=== Data for analysis ===

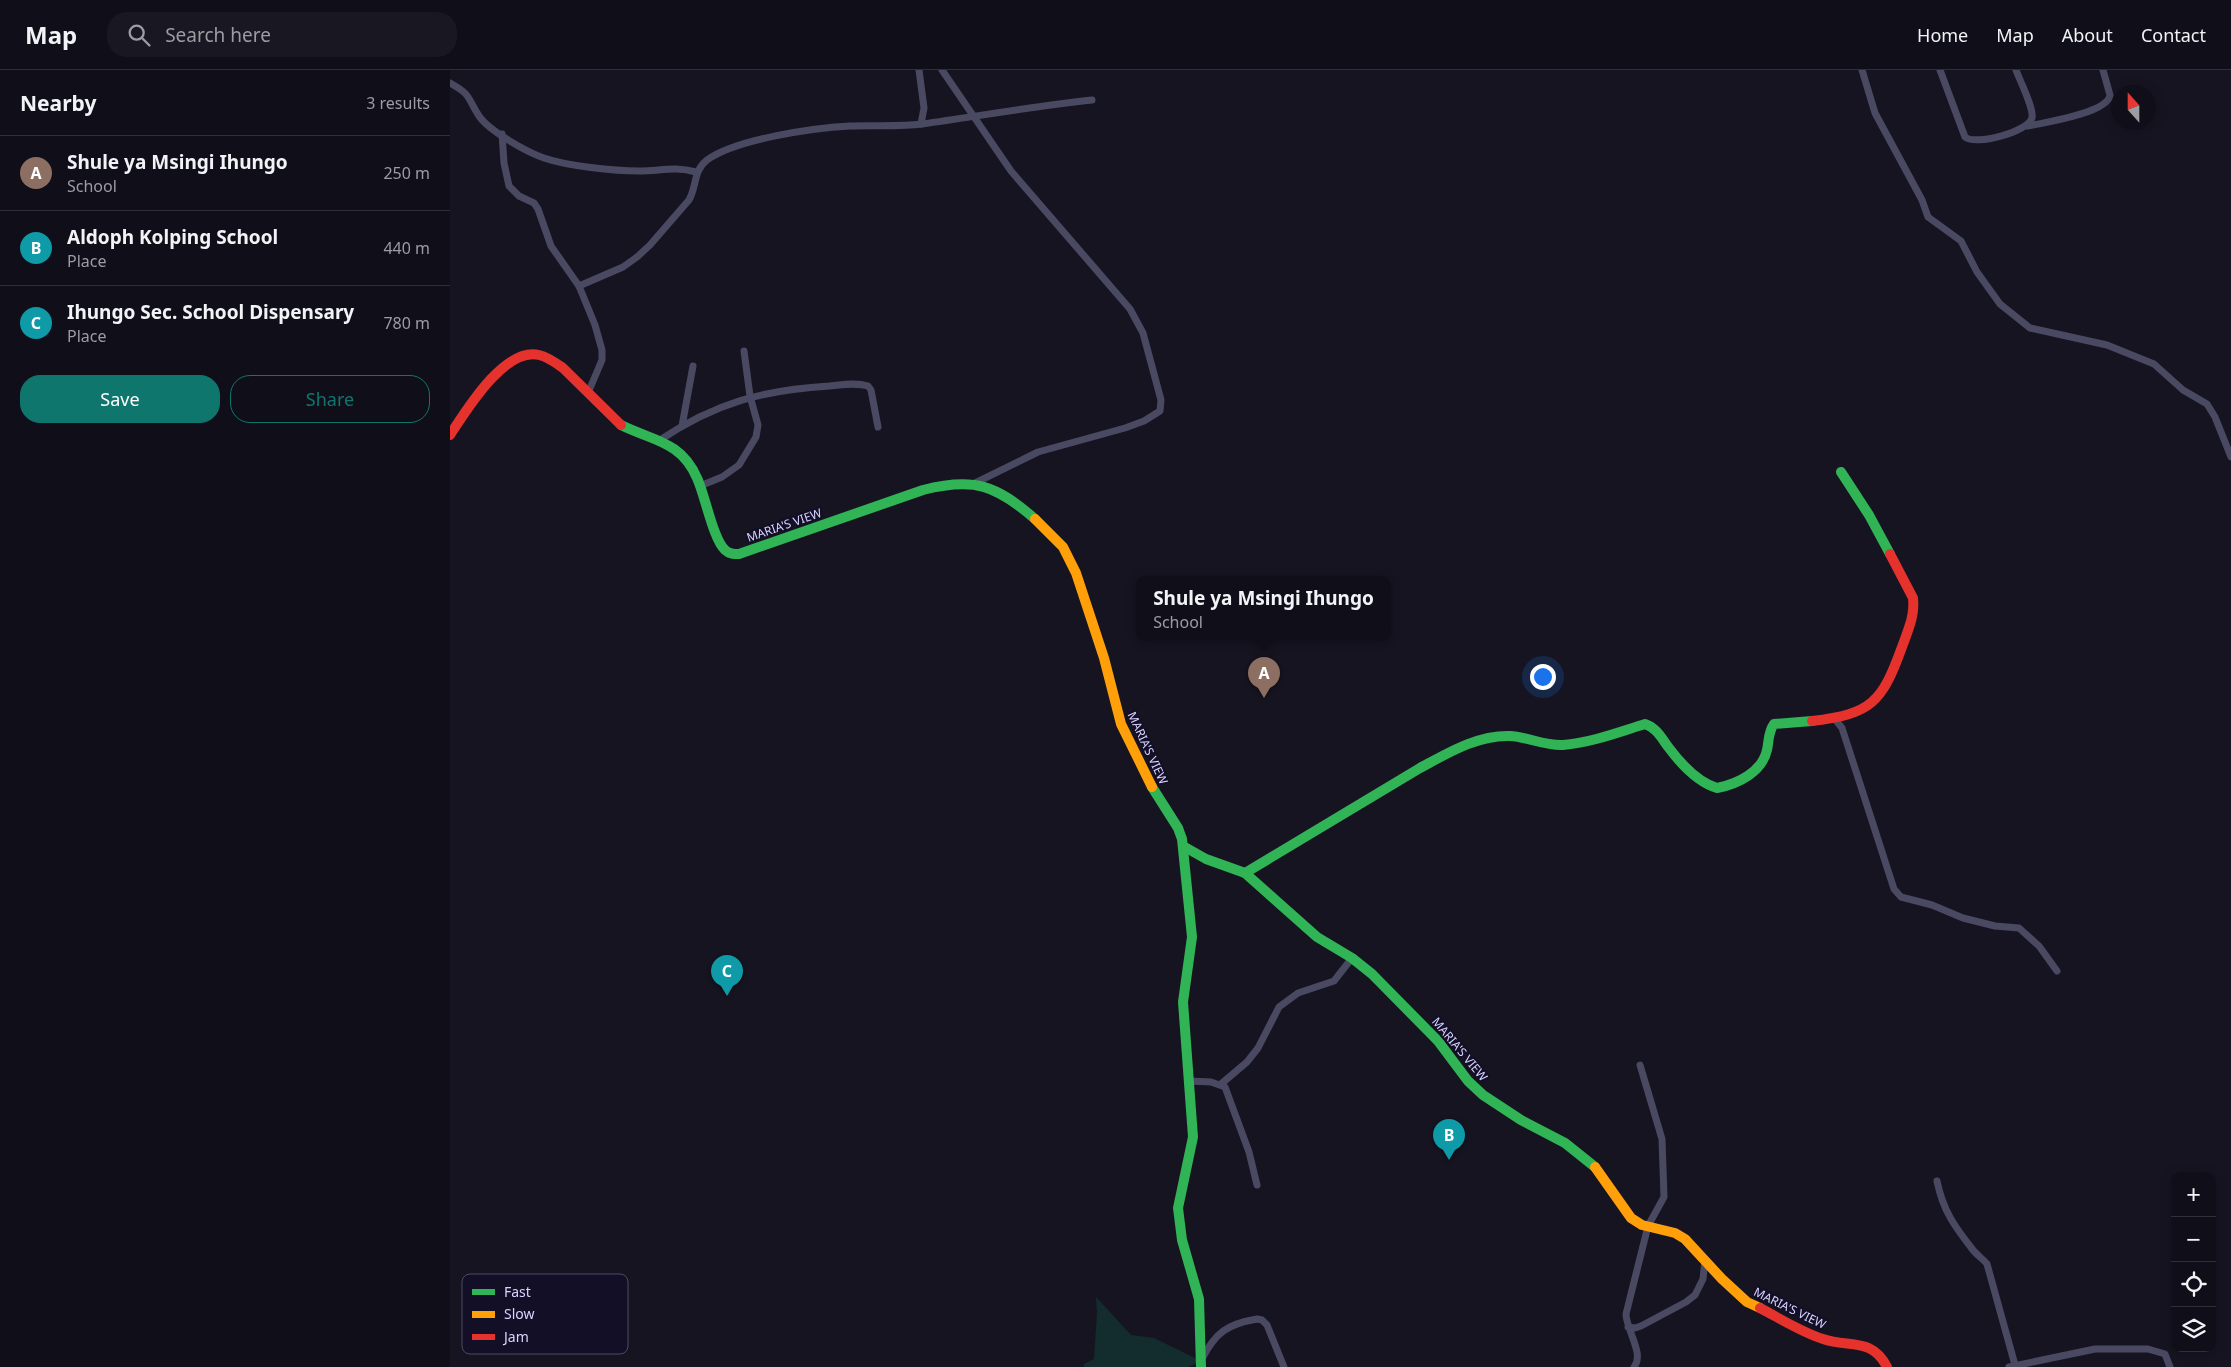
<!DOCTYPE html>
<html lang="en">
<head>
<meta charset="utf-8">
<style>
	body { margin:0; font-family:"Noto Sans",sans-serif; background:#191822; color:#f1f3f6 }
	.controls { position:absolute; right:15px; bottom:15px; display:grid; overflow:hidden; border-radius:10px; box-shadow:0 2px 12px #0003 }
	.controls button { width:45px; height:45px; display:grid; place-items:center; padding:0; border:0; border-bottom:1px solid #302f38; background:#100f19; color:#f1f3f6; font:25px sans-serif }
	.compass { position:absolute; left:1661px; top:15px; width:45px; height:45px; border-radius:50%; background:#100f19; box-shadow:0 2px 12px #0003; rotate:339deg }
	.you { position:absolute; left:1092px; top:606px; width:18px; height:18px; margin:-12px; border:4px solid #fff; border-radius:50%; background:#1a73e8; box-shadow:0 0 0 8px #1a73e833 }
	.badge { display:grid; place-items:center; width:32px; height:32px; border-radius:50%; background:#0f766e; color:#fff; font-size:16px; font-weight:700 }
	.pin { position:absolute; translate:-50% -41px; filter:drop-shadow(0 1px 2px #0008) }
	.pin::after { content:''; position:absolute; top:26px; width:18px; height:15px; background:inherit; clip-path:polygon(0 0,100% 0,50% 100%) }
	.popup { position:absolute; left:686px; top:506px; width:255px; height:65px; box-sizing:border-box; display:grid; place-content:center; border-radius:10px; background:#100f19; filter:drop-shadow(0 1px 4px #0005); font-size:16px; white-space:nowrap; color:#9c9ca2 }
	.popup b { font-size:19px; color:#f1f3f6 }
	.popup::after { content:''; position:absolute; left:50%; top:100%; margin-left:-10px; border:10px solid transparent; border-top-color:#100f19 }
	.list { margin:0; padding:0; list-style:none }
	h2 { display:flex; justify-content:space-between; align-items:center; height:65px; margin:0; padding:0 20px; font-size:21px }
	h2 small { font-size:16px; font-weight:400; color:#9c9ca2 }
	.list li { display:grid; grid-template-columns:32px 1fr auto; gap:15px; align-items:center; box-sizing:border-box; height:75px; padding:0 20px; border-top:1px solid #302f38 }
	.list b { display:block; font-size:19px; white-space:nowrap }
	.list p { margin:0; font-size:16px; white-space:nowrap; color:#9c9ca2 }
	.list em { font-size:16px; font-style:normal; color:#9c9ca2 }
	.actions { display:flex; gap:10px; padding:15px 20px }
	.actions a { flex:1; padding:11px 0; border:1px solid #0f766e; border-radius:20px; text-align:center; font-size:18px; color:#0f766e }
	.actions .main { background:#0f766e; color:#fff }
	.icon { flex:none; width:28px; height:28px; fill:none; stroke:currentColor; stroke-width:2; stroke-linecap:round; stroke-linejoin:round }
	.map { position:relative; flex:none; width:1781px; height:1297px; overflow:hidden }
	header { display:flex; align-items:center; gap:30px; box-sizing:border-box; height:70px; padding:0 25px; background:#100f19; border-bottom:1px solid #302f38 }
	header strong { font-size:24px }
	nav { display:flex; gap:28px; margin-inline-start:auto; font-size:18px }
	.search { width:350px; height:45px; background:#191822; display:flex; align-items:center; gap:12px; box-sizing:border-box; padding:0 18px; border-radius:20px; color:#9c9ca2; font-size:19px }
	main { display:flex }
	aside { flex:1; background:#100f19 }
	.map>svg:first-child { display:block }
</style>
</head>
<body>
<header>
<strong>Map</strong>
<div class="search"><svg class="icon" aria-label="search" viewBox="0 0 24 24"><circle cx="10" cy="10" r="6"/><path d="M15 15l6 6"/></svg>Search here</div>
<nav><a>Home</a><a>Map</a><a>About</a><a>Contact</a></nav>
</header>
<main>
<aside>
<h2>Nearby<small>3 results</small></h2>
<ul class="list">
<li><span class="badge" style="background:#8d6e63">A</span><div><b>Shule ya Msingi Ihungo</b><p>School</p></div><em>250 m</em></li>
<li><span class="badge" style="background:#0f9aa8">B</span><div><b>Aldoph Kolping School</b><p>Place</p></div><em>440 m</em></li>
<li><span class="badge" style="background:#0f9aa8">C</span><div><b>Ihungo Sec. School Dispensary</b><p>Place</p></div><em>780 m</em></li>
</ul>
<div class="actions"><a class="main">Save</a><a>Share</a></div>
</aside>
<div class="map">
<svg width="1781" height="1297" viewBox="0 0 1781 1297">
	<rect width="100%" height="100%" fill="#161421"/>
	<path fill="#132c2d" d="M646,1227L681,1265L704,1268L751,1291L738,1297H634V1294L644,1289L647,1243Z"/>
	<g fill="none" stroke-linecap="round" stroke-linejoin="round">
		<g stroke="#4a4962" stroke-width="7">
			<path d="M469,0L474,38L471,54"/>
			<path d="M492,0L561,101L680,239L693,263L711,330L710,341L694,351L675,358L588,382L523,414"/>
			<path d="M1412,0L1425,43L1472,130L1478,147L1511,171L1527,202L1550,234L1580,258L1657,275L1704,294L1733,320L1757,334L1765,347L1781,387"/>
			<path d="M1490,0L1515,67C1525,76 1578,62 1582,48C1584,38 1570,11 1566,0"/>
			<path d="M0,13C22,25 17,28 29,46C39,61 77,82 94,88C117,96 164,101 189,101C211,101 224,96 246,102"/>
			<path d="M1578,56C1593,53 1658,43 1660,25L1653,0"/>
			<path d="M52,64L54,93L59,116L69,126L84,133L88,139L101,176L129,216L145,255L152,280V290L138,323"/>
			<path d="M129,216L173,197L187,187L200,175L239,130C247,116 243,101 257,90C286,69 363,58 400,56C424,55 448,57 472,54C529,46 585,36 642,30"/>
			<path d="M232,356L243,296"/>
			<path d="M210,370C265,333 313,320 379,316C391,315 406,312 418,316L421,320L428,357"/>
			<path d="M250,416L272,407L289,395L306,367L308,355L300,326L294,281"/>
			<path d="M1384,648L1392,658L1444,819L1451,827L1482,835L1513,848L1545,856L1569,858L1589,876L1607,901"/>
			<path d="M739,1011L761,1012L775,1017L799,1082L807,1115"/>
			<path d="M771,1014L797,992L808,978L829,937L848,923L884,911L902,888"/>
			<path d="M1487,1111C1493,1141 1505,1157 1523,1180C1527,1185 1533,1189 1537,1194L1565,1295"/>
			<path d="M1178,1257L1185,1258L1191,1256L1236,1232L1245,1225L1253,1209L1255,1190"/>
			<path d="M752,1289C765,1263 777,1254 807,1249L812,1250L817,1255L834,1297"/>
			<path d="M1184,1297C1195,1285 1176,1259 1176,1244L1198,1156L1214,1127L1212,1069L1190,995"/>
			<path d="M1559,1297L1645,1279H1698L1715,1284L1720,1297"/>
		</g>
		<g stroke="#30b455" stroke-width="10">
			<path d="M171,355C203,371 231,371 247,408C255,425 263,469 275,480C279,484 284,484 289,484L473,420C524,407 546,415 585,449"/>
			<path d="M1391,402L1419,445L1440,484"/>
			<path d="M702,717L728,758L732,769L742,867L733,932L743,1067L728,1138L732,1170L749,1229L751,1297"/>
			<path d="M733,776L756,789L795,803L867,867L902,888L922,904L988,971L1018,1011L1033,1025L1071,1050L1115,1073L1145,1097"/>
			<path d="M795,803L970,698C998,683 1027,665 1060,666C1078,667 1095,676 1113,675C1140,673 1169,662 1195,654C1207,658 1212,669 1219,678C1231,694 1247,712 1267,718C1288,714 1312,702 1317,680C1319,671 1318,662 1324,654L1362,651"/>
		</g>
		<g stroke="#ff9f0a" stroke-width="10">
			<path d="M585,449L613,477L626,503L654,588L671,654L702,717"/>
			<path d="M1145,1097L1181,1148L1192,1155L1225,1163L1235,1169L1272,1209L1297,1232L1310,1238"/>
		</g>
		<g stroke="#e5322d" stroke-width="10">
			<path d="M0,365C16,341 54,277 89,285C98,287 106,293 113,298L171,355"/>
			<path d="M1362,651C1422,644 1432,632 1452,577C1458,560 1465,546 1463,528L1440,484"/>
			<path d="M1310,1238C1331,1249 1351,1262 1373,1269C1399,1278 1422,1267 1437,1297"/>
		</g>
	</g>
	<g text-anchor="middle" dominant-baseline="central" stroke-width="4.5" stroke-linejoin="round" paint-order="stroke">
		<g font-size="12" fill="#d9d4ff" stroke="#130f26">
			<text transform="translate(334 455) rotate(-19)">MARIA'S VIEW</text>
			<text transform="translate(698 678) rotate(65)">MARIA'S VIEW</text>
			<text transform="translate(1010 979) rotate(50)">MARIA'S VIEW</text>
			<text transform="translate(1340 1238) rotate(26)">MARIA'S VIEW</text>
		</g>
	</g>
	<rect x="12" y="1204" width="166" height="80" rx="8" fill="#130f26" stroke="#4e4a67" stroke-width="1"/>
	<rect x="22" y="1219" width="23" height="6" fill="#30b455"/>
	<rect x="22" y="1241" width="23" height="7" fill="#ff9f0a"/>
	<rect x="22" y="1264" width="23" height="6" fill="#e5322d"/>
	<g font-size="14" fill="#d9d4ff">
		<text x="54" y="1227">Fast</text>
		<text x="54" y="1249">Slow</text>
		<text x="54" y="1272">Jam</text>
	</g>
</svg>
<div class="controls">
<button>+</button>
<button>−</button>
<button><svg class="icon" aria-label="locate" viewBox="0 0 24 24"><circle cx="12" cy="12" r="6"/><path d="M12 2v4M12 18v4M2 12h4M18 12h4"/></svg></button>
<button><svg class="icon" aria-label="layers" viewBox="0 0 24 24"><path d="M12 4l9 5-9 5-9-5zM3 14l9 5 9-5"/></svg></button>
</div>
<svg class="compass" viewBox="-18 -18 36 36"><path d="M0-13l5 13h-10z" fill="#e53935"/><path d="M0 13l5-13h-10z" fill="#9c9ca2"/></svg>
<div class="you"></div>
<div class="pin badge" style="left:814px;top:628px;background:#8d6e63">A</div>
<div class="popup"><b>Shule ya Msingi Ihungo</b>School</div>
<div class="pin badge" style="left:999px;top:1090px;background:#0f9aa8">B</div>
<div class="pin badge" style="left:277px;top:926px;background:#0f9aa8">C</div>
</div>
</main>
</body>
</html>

===

◆ **Directions for this task**: Pictures stay out. Print the lines of the records above exactly, from the first through the one with "display:block; font-size:19px; white-space:nowrap".

◆ **Answer for this exercise**:
<!DOCTYPE html>
<html lang="en">
<head>
<meta charset="utf-8">
<style>
	body { margin:0; font-family:"Noto Sans",sans-serif; background:#191822; color:#f1f3f6 }
	.controls { position:absolute; right:15px; bottom:15px; display:grid; overflow:hidden; border-radius:10px; box-shadow:0 2px 12px #0003 }
	.controls button { width:45px; height:45px; display:grid; place-items:center; padding:0; border:0; border-bottom:1px solid #302f38; background:#100f19; color:#f1f3f6; font:25px sans-serif }
	.compass { position:absolute; left:1661px; top:15px; width:45px; height:45px; border-radius:50%; background:#100f19; box-shadow:0 2px 12px #0003; rotate:339deg }
	.you { position:absolute; left:1092px; top:606px; width:18px; height:18px; margin:-12px; border:4px solid #fff; border-radius:50%; background:#1a73e8; box-shadow:0 0 0 8px #1a73e833 }
	.badge { display:grid; place-items:center; width:32px; height:32px; border-radius:50%; background:#0f766e; color:#fff; font-size:16px; font-weight:700 }
	.pin { position:absolute; translate:-50% -41px; filter:drop-shadow(0 1px 2px #0008) }
	.pin::after { content:''; position:absolute; top:26px; width:18px; height:15px; background:inherit; clip-path:polygon(0 0,100% 0,50% 100%) }
	.popup { position:absolute; left:686px; top:506px; width:255px; height:65px; box-sizing:border-box; display:grid; place-content:center; border-radius:10px; background:#100f19; filter:drop-shadow(0 1px 4px #0005); font-size:16px; white-space:nowrap; color:#9c9ca2 }
	.popup b { font-size:19px; color:#f1f3f6 }
	.popup::after { content:''; position:absolute; left:50%; top:100%; margin-left:-10px; border:10px solid transparent; border-top-color:#100f19 }
	.list { margin:0; padding:0; list-style:none }
	h2 { display:flex; justify-content:space-between; align-items:center; height:65px; margin:0; padding:0 20px; font-size:21px }
	h2 small { font-size:16px; font-weight:400; color:#9c9ca2 }
	.list li { display:grid; grid-template-columns:32px 1fr auto; gap:15px; align-items:center; box-sizing:border-box; height:75px; padding:0 20px; border-top:1px solid #302f38 }
	.list b { display:block; font-size:19px; white-space:nowrap }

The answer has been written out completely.